[Dataset entries]
◆ ◆ ◆ ◆

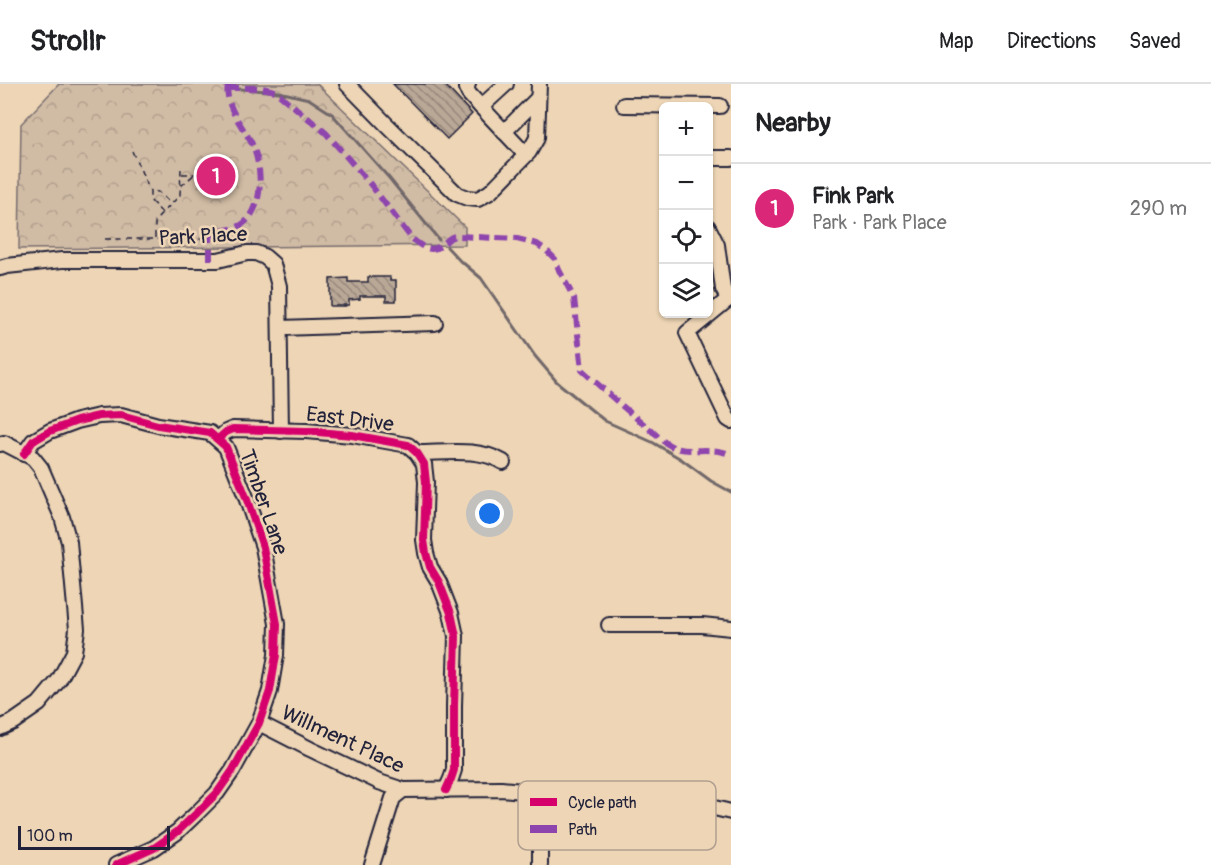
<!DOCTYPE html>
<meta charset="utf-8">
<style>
body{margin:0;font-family:Pangolin,sans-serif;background:#f6f6f6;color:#202124}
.controls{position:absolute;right:18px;top:18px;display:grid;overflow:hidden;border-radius:9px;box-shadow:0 2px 4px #0004}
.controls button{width:54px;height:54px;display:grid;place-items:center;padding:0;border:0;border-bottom:2px solid #e0e0e0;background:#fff;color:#202124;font:30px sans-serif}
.scale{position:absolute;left:18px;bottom:15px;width:152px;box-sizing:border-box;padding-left:6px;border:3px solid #22223b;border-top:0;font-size:16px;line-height:21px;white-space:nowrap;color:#22223b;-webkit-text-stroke:4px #edd5b5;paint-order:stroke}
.you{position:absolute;left:490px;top:430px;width:21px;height:21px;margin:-15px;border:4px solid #fff;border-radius:50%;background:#1a73e8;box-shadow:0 0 0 9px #1a73e833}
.badge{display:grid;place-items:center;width:39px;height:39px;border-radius:50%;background:#db2777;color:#fff;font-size:20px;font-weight:700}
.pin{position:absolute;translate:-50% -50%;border:3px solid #fff;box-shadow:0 2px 6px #0006}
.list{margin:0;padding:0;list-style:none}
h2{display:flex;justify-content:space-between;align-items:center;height:78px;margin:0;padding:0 24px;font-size:26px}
h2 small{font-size:20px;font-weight:400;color:#757577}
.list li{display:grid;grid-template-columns:39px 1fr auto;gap:18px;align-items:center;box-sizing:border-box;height:90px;padding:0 24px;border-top:2px solid #e0e0e0}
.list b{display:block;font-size:22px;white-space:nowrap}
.list p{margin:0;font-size:20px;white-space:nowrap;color:#757577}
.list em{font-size:20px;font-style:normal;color:#757577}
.icon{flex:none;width:33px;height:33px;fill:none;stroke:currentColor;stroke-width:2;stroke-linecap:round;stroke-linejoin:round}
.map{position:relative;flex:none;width:731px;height:781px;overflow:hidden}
header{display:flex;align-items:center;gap:36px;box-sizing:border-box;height:84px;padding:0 30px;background:#fff;border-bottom:2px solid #e0e0e0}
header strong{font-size:28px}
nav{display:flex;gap:33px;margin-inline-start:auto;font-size:21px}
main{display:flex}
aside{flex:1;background:#fff}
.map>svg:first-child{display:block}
.park{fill:url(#park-crowns);stroke:#796e70;stroke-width:1.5}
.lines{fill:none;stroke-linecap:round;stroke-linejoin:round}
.stream{stroke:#71676a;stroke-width:3}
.building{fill:url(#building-back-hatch);stroke:#22223b;stroke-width:1.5}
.minor-casing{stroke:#22223b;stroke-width:18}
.path{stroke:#22223b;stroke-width:1.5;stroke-dasharray:6 4.5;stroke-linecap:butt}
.minor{stroke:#edd5b5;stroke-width:14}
.quiet{stroke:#8e44ad;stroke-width:6;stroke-dasharray:12 6;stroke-linecap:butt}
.cycleway-casing{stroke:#edd5b5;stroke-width:11}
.cycleway{stroke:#d6006c;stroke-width:8}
.labels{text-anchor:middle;stroke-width:5;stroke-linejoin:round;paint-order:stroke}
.street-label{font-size:21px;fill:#22223b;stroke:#edd5b5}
.key{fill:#edd5b5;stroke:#b09f90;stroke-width:1.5}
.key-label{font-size:16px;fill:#22223b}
</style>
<header>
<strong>Strollr</strong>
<nav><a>Map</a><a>Directions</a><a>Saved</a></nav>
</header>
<main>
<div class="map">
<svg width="731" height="781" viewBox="0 0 731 781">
<defs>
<pattern id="park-crowns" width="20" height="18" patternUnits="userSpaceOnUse" patternTransform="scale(1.5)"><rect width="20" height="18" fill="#d0bba4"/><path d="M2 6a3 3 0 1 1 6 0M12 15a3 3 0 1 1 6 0" fill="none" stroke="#b2a08e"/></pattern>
<pattern id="building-back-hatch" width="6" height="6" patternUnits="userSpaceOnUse" patternTransform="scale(1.5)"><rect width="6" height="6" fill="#baa897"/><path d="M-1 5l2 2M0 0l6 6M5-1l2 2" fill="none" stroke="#97887c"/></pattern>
</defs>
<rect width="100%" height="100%" fill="#edd5b5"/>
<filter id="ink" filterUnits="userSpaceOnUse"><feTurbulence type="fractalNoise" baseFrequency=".0167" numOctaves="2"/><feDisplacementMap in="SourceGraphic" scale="12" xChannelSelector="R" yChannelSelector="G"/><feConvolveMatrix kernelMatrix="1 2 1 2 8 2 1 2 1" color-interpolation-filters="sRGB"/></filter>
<g filter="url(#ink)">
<!-- park -->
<polygon class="park" points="59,0 317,0 465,143 465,161 19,165 21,40"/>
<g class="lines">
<!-- stream -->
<g class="stream">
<polyline points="240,5 279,8 309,15 332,30 389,94 439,156"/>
<polyline points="447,163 461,178 462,178 481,194 535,272 557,298 605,337 652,358 681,375 711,397 731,408"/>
</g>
</g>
<!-- building -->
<g class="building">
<polygon points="393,0 444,0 472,30 447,55"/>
<polygon points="368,193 390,193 390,196 396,196 396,217 386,217 386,212 360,212 360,215 349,216 349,221 344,221 345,222 330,222 330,195 348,194 348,198 368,198"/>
</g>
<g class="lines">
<defs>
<g id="minor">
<polyline points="347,0 386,40 457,110 467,114 478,115 490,108 529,68 537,54 539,0"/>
<polyline points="468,0 466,4 469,10 526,71"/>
<polyline points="624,21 720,22"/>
<polyline points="481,23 506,0"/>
<polyline points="504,48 538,14"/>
<polyline points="708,74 731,74"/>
<polyline points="708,143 717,161 723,205 728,215"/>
<polyline points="0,184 7,182 62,176 218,176 247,169 256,169 265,173 273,180 279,202 281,347"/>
<polyline points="731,213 687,249 728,335 731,337"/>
<polyline points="280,244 435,239"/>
<polyline points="218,355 226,348 233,345 306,347 352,351 408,361 417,369 424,380 426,398 424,456 426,469 430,483 439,498 451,529 456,552 454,622 454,686 451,695 446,706"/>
<polyline points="0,360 4,359 33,374 41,384 62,433 69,458 77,545 74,568 59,596 39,620 13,638 0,644"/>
<path d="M 417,369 C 445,369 479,363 503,378"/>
<polyline points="24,370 33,357 50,347 77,337 99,332 121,331 158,341 210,349 226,363 246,413 263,463 277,540 276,571 270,607 259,639 233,686 217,709 197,729 177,748 154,764 116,781"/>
<polyline points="609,541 702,541 731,544"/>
<polyline points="259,639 310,665 379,698 403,706 501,705 523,707 543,713 593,718 669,719 706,722 731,728"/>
<polyline points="372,781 393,714 403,706"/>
<polyline points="540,781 540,741 543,713"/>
</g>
</defs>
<!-- minor casing -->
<use href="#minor" class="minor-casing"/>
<!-- path -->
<g class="path">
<polyline points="132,67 150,107"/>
<polyline points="182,90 195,90"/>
<polyline points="181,102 197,88"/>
<polyline points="162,129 150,116 150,107 158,108 171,120"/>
<polyline points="155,154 155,137 180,111 181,85"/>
<polyline points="105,155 210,155"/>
</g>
<!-- minor -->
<use href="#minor" class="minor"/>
<!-- quiet -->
<g class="quiet">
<path d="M 227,4 L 262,4 L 275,7 L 326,49 L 371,101 L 412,155 C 421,162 430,169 441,162 C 448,157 448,152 458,152 L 517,155 L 537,160 L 547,167 L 555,175 L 559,186 L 574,214 L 582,286 C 603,305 624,324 646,342 C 654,348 662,358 671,362 C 690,371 712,361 731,371"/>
<path d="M 210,176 L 210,154 L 213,148 C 223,146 236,146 244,139 C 266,121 262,78 250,56 C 240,39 224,20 228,0"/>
</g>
<defs>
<g id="cycleway">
<polyline points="218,355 226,348 233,345 306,347 352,351 408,361 417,369 424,380 426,398 424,456 426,469 430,483 439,498 451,529 456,552 454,622 454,686 451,695 446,706"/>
<polyline points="24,370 33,357 50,347 77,337 99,332 121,331 158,341 210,349 226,363 246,413 263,463 277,540 276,571 270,607 259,639 233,686 217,709 197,729 177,748 154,764 116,781"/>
</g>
</defs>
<!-- cycleway casing -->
<use href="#cycleway" class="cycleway-casing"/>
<!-- cycleway -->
<use href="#cycleway" class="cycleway"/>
</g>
</g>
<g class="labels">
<!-- street labels -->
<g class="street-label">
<text transform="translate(203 152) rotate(-3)" y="7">Park Place</text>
<text transform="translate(350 335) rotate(7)" y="7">East Drive</text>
<text transform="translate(264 418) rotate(71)" y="7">Timber Lane</text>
<text transform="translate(343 655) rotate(25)" y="7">Willment Place</text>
</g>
</g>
<!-- legend -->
<rect x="518" y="697" width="198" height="69" rx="9" class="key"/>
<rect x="530" y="714" width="27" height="8" fill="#d6006c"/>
<rect x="530" y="741" width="27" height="8" fill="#8e44ad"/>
<g class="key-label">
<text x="568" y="724">Cycle path</text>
<text x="568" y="751">Path</text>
</g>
</svg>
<div class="controls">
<button>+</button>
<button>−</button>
<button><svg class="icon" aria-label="locate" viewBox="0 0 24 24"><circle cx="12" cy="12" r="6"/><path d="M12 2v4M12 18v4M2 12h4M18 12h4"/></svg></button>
<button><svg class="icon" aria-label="layers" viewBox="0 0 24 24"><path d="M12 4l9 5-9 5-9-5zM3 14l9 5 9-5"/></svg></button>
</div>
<div class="scale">100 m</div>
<div class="you"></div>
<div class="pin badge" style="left:216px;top:92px">1</div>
</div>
<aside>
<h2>Nearby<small></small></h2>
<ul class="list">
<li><span class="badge">1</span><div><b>Fink Park</b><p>Park · Park Place</p></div><em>290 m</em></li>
</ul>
</aside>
</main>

◆ ◆ ◆ ◆

Action item:
Copy all lines of the records that have the string "auto" in them.

Response below:
.list li{display:grid;grid-template-columns:39px 1fr auto;gap:18px;align-items:center;box-sizing:border-box;height:90px;padding:0 24px;border-top:2px solid #e0e0e0}
nav{display:flex;gap:33px;margin-inline-start:auto;font-size:21px}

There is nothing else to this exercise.